Siro Darlan: o morro não tem vez

Esse é o ritmo que todo povo tem o direito de sambar: a igualdade dos direitos e acesso aos bens garantidos a todos os brasileiros

Por O Dia

Rio - O aniversário de morte de Getúlio Vargas me fez meditar sobre o atual estado de perdas de direitos que estamos enfrentando. Na magistratura se fala que somos a bola da vez, porque estamos na berlinda do ódio dos políticos que se acham vítimas das ações do Ministério Público e do Judiciário. No operariado, a tristeza de ver todos os direitos sociais conquistados sendo tungados pela ação legislativa que procura servir aos interesses do capital. Se nós, magistrados, cochilamos quando do primeiro assalto aos direitos constitucionais e aplaudimos a derrubada de uma presidente honesta, devíamos saber que após um golpe permitido pelo Judiciário conivente haveria mais o que perder.

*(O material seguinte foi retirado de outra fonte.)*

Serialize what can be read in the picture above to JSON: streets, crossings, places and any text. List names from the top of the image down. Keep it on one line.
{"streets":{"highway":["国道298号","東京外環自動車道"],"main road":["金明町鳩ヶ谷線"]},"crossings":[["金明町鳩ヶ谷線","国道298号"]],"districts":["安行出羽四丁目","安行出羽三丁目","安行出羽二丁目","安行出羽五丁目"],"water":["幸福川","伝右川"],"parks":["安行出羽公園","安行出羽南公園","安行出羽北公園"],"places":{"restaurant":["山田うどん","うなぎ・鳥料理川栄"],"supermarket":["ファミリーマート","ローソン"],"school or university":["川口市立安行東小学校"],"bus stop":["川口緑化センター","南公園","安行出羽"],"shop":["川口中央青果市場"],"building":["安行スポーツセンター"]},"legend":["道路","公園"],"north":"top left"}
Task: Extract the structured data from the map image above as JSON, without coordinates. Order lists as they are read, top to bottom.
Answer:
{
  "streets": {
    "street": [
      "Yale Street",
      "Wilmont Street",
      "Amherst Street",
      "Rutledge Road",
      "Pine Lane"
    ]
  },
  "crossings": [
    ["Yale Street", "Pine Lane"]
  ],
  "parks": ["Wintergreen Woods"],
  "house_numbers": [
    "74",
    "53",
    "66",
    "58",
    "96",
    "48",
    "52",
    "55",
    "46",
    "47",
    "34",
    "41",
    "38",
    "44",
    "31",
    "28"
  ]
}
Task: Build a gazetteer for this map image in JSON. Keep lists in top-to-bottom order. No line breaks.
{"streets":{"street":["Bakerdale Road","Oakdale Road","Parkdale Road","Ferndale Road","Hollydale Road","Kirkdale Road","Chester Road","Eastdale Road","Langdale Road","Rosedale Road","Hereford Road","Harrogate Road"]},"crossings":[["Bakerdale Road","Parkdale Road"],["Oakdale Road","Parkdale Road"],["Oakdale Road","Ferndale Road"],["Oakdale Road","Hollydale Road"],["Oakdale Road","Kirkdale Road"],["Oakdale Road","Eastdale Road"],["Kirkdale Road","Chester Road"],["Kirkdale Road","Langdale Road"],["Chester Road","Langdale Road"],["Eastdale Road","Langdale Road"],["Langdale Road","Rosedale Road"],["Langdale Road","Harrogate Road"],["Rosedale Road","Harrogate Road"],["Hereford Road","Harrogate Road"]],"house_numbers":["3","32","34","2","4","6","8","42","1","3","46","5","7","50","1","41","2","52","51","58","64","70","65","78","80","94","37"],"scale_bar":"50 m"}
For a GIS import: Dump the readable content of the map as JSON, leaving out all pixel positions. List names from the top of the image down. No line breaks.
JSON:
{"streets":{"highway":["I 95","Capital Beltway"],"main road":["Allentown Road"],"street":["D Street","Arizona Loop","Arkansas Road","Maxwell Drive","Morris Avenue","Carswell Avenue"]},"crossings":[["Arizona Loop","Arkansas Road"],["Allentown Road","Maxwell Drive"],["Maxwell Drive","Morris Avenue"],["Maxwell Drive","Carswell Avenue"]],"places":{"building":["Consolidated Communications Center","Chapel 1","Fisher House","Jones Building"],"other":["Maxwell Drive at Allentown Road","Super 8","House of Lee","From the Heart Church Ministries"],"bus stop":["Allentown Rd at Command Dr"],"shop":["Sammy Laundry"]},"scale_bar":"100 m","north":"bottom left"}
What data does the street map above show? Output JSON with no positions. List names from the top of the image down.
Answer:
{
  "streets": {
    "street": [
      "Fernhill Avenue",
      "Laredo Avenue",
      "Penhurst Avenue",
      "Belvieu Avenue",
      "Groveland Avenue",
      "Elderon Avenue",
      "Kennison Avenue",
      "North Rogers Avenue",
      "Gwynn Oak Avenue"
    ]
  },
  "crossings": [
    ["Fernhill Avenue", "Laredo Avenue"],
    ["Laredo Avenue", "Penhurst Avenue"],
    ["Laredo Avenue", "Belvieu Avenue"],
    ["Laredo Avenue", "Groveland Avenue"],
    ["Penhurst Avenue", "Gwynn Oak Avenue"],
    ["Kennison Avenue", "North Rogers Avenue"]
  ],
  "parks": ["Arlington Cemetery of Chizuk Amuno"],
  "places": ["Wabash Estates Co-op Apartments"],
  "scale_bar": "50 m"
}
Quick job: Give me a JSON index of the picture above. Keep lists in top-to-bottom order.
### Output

No Rio de Janeiro, enquanto o Judiciário continua deixando de ver e coibir os abusos policiais, o Exército Brasileiro, sagrada instituição com finalidades de proteção ao Estado de Direito e aos interesses da Pátria, é transformado em polícia para cassar os direitos dos habitantes das comunidades pobres e da periferia, sob o falso pretexto de caçar bandidos. Faz um papelão maculando suas tradições, pois, além de deixar vazar suas operações, são pífios os resultados da ação de polícia. Mas, não nos esqueçamos, todo esse abuso foi autorizado, ao arrepio da Constituição, por uma juíza.

O povo pensa que tudo que um juiz autoriza é legal, e isso é um engano. Mas quando derem voz ao morro, e parece que o povo das favelas já está se organizando através da Frente Popular das FavelasCufa, toda cidadã vai literalmente sambar. As ideias de respeito às diferenças étnicas, sociais, de gênero e de democracia crescem, espalham-se e empolgam as massas na luta pela reconquista da liberdade.

A consciência do papel grandioso e importante das organizações do operariado unirá  novamente a população, e ninguém poderá deter o retorno à legalidade, sem a crueldade e o cinismo das instituições que a tudo assistem passivamente,  como se não fizessem parte dessa mesma sociedade e como se não fossem também vítimas dessa ação escravocrata do povo trabalhador. A resistência organizada e pacifica faz-se necessária para que, através de um diálogo permanente e amplo, possamos reverter essa política de poucos a dominar a maioria silenciosa, sacrificando milhões de homens e mulheres que não têm acesso ao processo educacional, a uma saúde que garanta o acesso de todos à propriedade com bem comum. Democratizar o processo de plantação e consumo com o direito às terras democraticamente distribuídas, sem que haja latifúndios improdutivos, nem a destruição da natureza pela cobiça dos monetaristas e materialistas. 

Esse é o ritmo que todo povo tem o direito de sambar: a igualdade dos direitos e acesso aos bens garantidos a todos os brasileiros.